Updates to our Terms of Use

We are updating our Terms of Use. Please carefully review the updated Terms before proceeding to our website.

Friday, April 19, 2024 | Back issues
Courthouse News Service Courthouse News Service

Mortgage ‘Modification’| Called RICO Fraud

MARIETTA, Ga. (CN) - A homeowner claims Wells Fargo instructed her to stop making her monthly mortgage payments to qualify for its loan modification program, then foreclosed after she followed the bank's instructions. The class action seeks damages for RICO fraud, in Cobb County Court.

Lisa Smoak Reid claims the bank "lulled [her] into inaction by offering to work out options to resolve her delinquency, but failed to provide any means to do so, and has failed to provide the plaintiff with the amount of the deficiency."

Reid says a Wells Fargo representative told her on April 1 this year "to fall behind on her mortgage payments," to qualify for assistance programs. "Defendant Wells Fargo informed plaintiff that a modification was possible, but told the plaintiff that she had to be three months behind on her payments," the complaint states.

So, Reid says, "Plaintiff, upon the advice of the defendant's representatives, fell behind three mortgage payments and was in contact with defendant Wells Fargo, who told plaintiff to look on the website for assistance programs."

She adds: "On or about August 1, 2010, plaintiff regularly started to make payments on the property again."

In the meantime, she says, she "filled out the requested documentation [for mortgage modification] and sent it back to Wells Fargo."

Reid says Wells Fargo told her they had received her documentation, but never told her whether the bank accepted or rejected her request, "although they continued to draft payments from the plaintiff for differing amounts."

But the bank never told her "of the reasons for the different amounts of the bank drafts," and they never contacted her attorney about her request for modification either, Reid says.

Instead, the bank foreclosed, putting at risk her $50,000 in equity and the $60,000 she spent on renovations. It also "threatened to obtain a dispossessory order" unless she pays "an alleged deficiency in the mortgage note," but Reid says that bank never told her "how much she allegedly owes."

Reid wants an emergency hearing and injunction to stop the foreclosure proceedings and set aside the foreclosure permanently.
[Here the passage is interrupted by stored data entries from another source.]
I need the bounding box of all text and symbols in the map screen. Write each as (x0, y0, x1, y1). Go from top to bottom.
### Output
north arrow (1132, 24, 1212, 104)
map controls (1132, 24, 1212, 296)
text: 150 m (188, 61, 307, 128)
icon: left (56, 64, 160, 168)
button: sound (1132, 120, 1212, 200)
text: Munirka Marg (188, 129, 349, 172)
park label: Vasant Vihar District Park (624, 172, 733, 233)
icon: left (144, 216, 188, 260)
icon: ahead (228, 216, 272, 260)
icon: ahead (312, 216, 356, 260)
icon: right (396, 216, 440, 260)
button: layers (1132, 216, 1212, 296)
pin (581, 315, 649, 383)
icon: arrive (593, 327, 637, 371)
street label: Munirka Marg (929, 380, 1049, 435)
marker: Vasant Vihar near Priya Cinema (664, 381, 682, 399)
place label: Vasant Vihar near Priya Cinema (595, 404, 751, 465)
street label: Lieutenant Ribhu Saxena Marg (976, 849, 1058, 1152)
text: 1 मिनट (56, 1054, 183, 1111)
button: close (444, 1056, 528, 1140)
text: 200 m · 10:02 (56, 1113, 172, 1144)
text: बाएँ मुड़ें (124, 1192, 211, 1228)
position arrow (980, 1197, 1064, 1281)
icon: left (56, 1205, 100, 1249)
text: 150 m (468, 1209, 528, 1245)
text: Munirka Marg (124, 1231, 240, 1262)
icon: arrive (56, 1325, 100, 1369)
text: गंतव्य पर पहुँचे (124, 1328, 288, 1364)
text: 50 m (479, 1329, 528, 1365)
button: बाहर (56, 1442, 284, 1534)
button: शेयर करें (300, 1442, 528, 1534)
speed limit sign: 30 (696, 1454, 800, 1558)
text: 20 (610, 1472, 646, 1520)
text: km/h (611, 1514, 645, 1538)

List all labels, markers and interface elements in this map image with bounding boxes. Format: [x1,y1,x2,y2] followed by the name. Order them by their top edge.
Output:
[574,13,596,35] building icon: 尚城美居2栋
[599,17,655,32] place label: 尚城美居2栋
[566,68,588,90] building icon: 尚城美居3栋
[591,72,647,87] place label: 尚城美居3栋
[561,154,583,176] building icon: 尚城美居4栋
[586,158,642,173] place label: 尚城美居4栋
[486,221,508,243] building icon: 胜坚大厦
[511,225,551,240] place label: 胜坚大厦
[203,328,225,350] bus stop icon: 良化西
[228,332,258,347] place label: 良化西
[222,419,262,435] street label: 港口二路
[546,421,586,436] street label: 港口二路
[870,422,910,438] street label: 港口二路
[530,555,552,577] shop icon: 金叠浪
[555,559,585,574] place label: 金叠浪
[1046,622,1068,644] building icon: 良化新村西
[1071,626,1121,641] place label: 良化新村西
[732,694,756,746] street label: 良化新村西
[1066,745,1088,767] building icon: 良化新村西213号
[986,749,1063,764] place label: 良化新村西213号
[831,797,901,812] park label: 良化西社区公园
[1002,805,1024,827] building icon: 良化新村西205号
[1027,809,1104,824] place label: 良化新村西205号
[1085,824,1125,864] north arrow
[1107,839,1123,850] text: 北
She also wants $15 million in punitive damages for RICO fraud, breach of fiduciary duty, breach of contract and emotional distress.

She is represented by Frank Marquez with Belli, Weil, Grozbean & Davis of Atlanta.

Similar complaints have been filed, and continue to be filed, against banks across the United States.

Categories / Uncategorized

Subscribe to Closing Arguments

Sign up for new weekly newsletter Closing Arguments to get the latest about ongoing trials, major litigation and hot cases and rulings in courthouses around the U.S. and the world.

Loading...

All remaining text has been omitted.